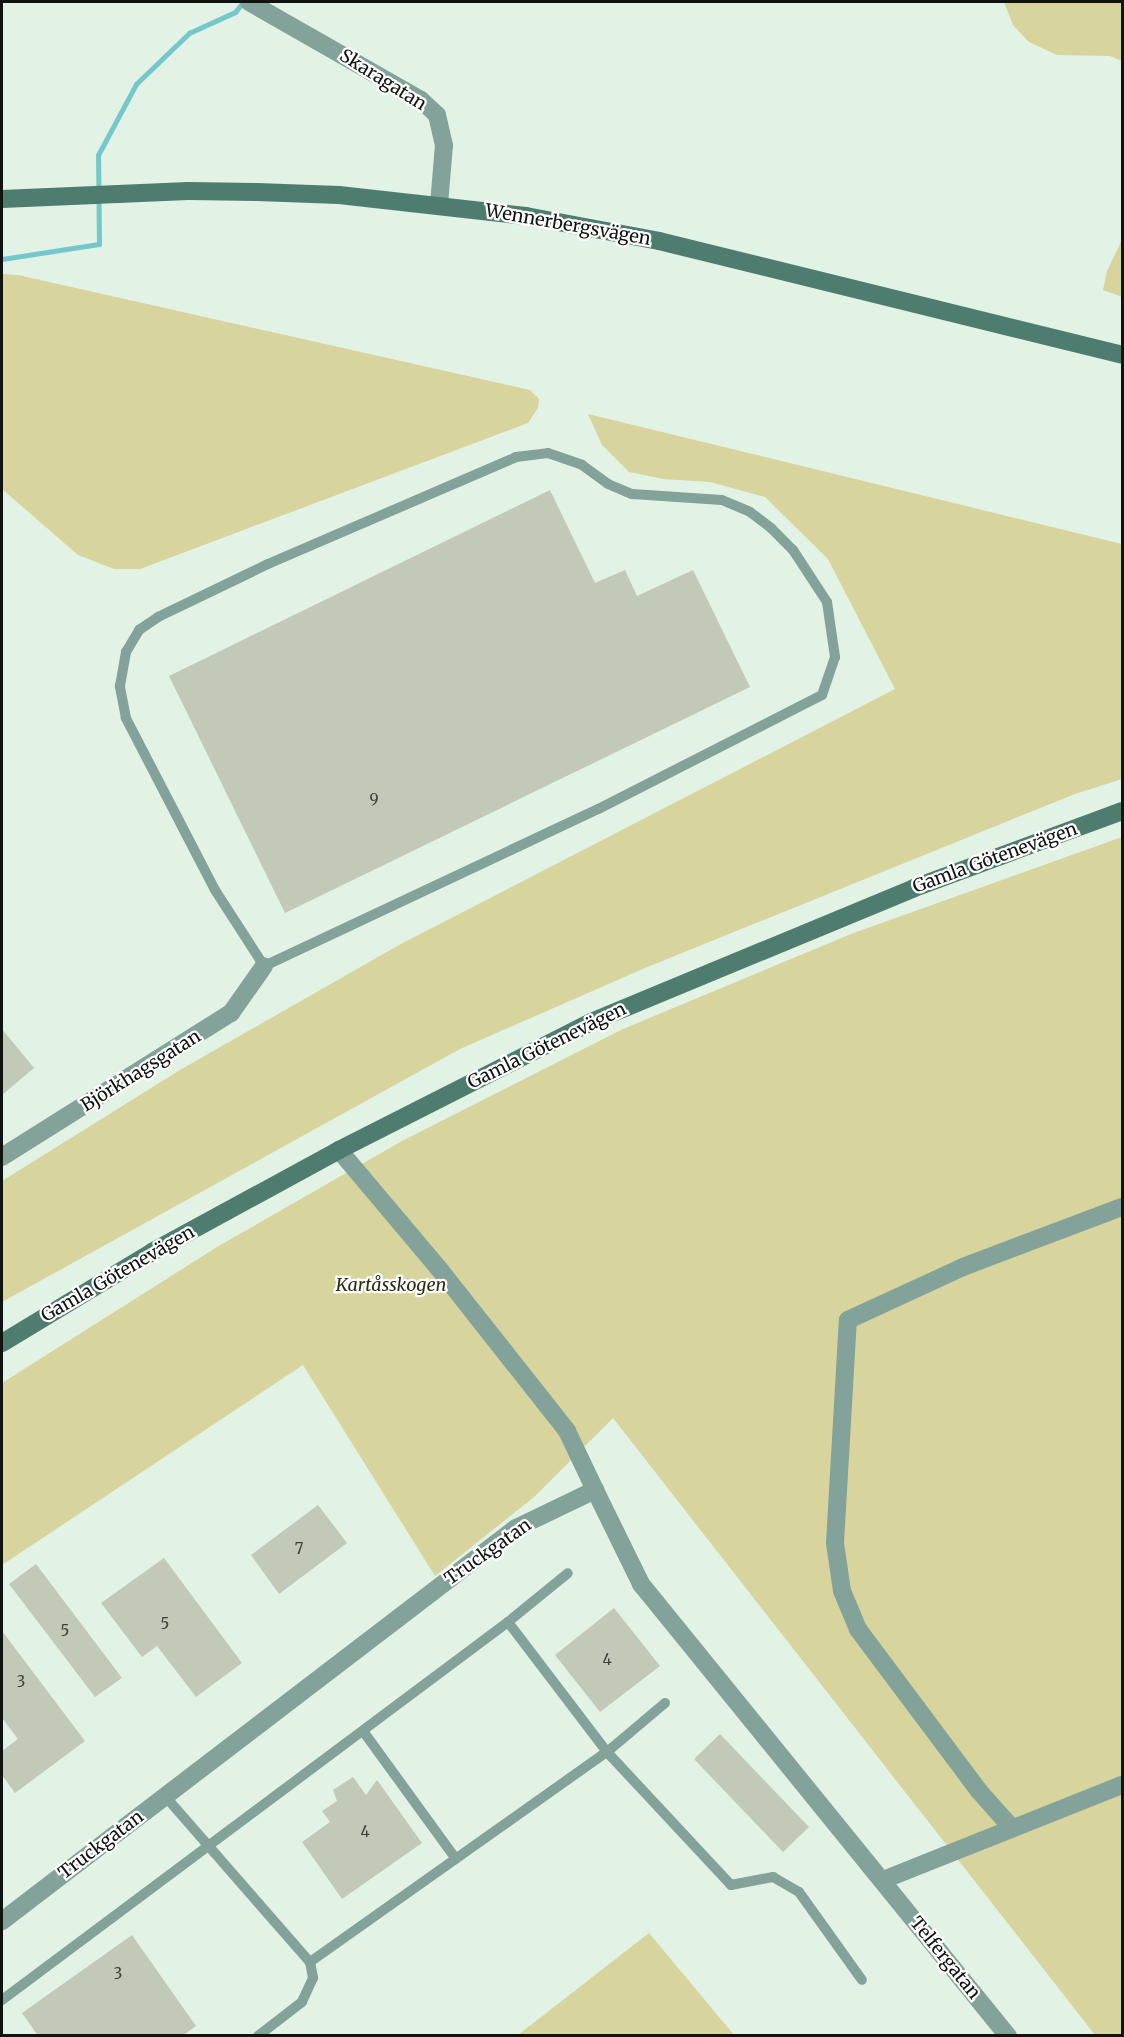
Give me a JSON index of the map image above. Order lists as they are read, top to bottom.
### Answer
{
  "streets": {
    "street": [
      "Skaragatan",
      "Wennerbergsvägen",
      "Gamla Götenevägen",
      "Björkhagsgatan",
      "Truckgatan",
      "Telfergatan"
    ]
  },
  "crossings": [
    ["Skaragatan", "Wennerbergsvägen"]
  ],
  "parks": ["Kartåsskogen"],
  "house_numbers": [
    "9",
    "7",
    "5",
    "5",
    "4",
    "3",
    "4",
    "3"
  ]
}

PROMPT: Reproduce each entry precisely, dropping only the pictures.

TASK OUTPUT:
Give me a JSON index of the map image above. Order lists as they are read, top to bottom.
### Answer
{
  "streets": {
    "street": [
      "Skaragatan",
      "Wennerbergsvägen",
      "Gamla Götenevägen",
      "Björkhagsgatan",
      "Truckgatan",
      "Telfergatan"
    ]
  },
  "crossings": [
    ["Skaragatan", "Wennerbergsvägen"]
  ],
  "parks": ["Kartåsskogen"],
  "house_numbers": [
    "9",
    "7",
    "5",
    "5",
    "4",
    "3",
    "4",
    "3"
  ]
}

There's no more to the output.